Ten’s to See: ‘Tom of Finland: Love and Liberation’ at The House of Illustration

Untitled, from the ‘Sailor and the Cyclist’ series, 1963
© Tom of Finland, Tom of Finland Foundation Permanent Collection

When entering Tom of Finland: Love and Liberation at The House of Illustration in London, you’re greeted by the words of the man himself. “My aim is not to create an ideal, but to draw beautiful men who love each other and are proud of it,” the sign reads. He wanted to see if he could transform the way gay men thought of themselves,” expresses Durk Dehner, co-founder of the Tom of Finland Foundation, who is taking us on a guided tour of the first UK public exhibition dedicated to the late king of homoerotic art – still dressed in his full leather get-up from our party the night before. It’s surprising it has taken this long for the Tom of Finland Foundation to be celebrated in such an impressive display of works. Especially since the Finnish first-class stamps celebrating the artist were ordered to 150 countries internationally back in 2014. The exhibition holds over 70 works created between the 1960s to the 1980s, with 20 of these works never before seen by the viewing public. “It’s well overdue,” ads Dehner.

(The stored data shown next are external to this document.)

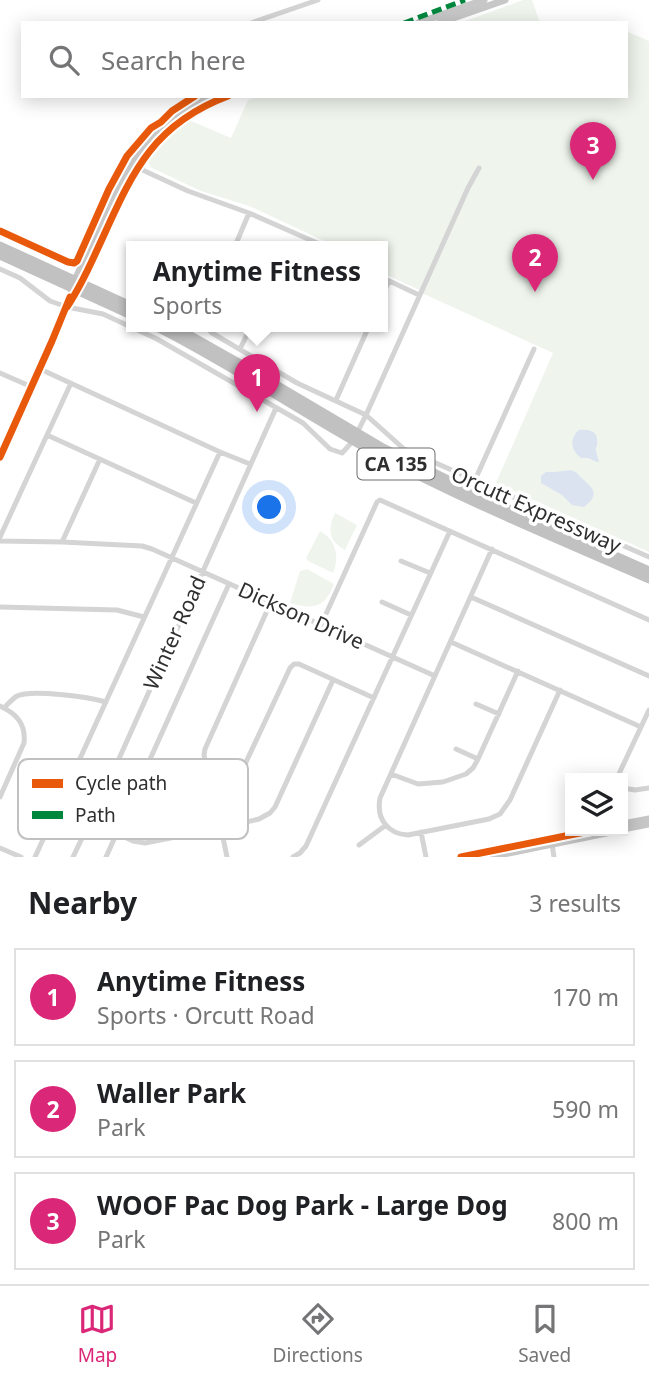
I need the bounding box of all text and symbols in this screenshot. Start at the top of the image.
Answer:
search box [21,21,628,98]
icon: search [45,41,83,79]
text: Search here [101,42,246,78]
pin: 3 [570,122,616,180]
pin: 2 [512,234,558,292]
popup [126,241,388,332]
text: Anytime Fitness [153,253,361,289]
text: Sports [153,289,222,321]
pin: 1 [234,354,280,412]
road number: CA 135 [358,449,434,480]
street label: Orcutt Expressway [447,459,626,559]
your location [252,490,286,524]
street label: Winter Road [136,571,212,694]
street label: Dickson Drive [234,575,369,655]
legend [18,759,248,839]
text: Cycle path [75,770,167,796]
map controls [565,773,628,836]
button: layers [565,773,628,836]
text: Path [75,802,116,828]
text: Nearby [28,882,137,923]
text: 3 results [529,887,621,919]
text: Anytime Fitness [97,963,305,999]
text: 1 [46,981,60,1013]
text: 170 m [552,981,619,1013]
text: Sports · Orcutt Road [97,999,315,1031]
text: Waller Park [97,1075,246,1111]
text: 2 [46,1093,60,1125]
text: 590 m [552,1093,619,1125]
text: Park [97,1111,146,1143]
text: WOOF Pac Dog Park - Large Dog [97,1187,508,1223]
text: 3 [46,1205,60,1237]
text: 800 m [552,1205,619,1237]
text: Park [97,1223,146,1255]
tab: Map [78,1300,117,1368]
tab: Directions [273,1300,363,1368]
tab: Saved [518,1300,571,1368]

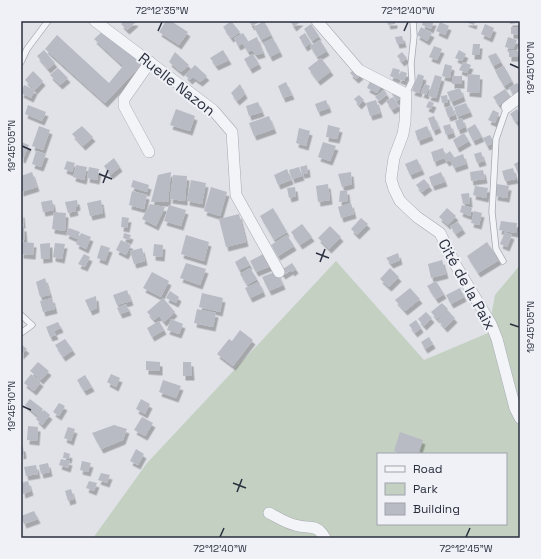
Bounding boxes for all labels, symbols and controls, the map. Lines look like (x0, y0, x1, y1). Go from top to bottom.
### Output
text: 72°12'35"W (135, 4, 189, 17)
text: 72°12'40"W (381, 4, 435, 17)
text: 19°45'00"N (524, 42, 537, 94)
street label: Ruelle Nazon (135, 48, 219, 120)
text: 19°45'05"N (5, 120, 18, 172)
street label: Cité de la Paix (434, 235, 500, 333)
text: 19°45'05"N (524, 301, 537, 353)
text: 19°45'10"N (5, 381, 18, 431)
legend (377, 453, 507, 525)
text: Road (413, 461, 442, 477)
text: Park (413, 481, 438, 497)
text: Building (413, 501, 460, 517)
text: 72°12'40"W (193, 542, 247, 555)
text: 72°12'45"W (440, 542, 493, 555)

Tom of Finland’s work is instantly recognisable. His illustrations are hot, passionate and potently queer. His boys come with the severest bone structures; their chests chiseled and hairy; their bulges rock solid and in your face. They are often sailors, police officers, leather boys – caught in the act with their limbs interlocked, smiling from ear to ear. The universe Finland created is one where men are free to make love to one another, where blowjobs are celebrated and orgies are of a regular occurrence. Yet this land of the free couldn’t be further away from reality.

Untitled, 1981 © Tom of Finland, Tom of Finland Foundation Permanent Collection

Working as an art director by day, Finland, whose real name was Touko Valio Laaksonen, would spend his evenings sketching, photo developing and responding to his fans who wrote from all corners of the globe. He would send homoerotic art across the world in envelopes so small that it was illegal for postal services to interrogate the contents inside. Such brazenly homoerotic work was being produced long before homosexuality and male nudity was decriminalised. Finland feared for the safety of his fans so much that before he died in 1991, he destroyed all the details of each and every one of his correspondents, Dehner explains.

Though this exhibition isn’t doom and gloom – it’s quite the opposite. The fine specimens in Finland’s world are joyous, full of life. “It was inspiring to young homosexuals at the time,” says Dehner. For young gay boys coming to terms with their sexuality, when discovering such illustrations, they “intuitively knew it was for them.” Dehner’s curation was intended to spotlight the “breadth of mediums,” Finland worked with. A 1974 illustration comes drenched in reds and blues, akin more to a fashion sketch than something you could pleasure yourself over. Yellow and blue marker pens are used on works that don’t look distinctly Finland at all. One portrait, created using pastels in 1967, comes from the artist’s own personal collection, where the Tom Finland Foundation recently discovered the original newspaper clipping the piece was inspired by.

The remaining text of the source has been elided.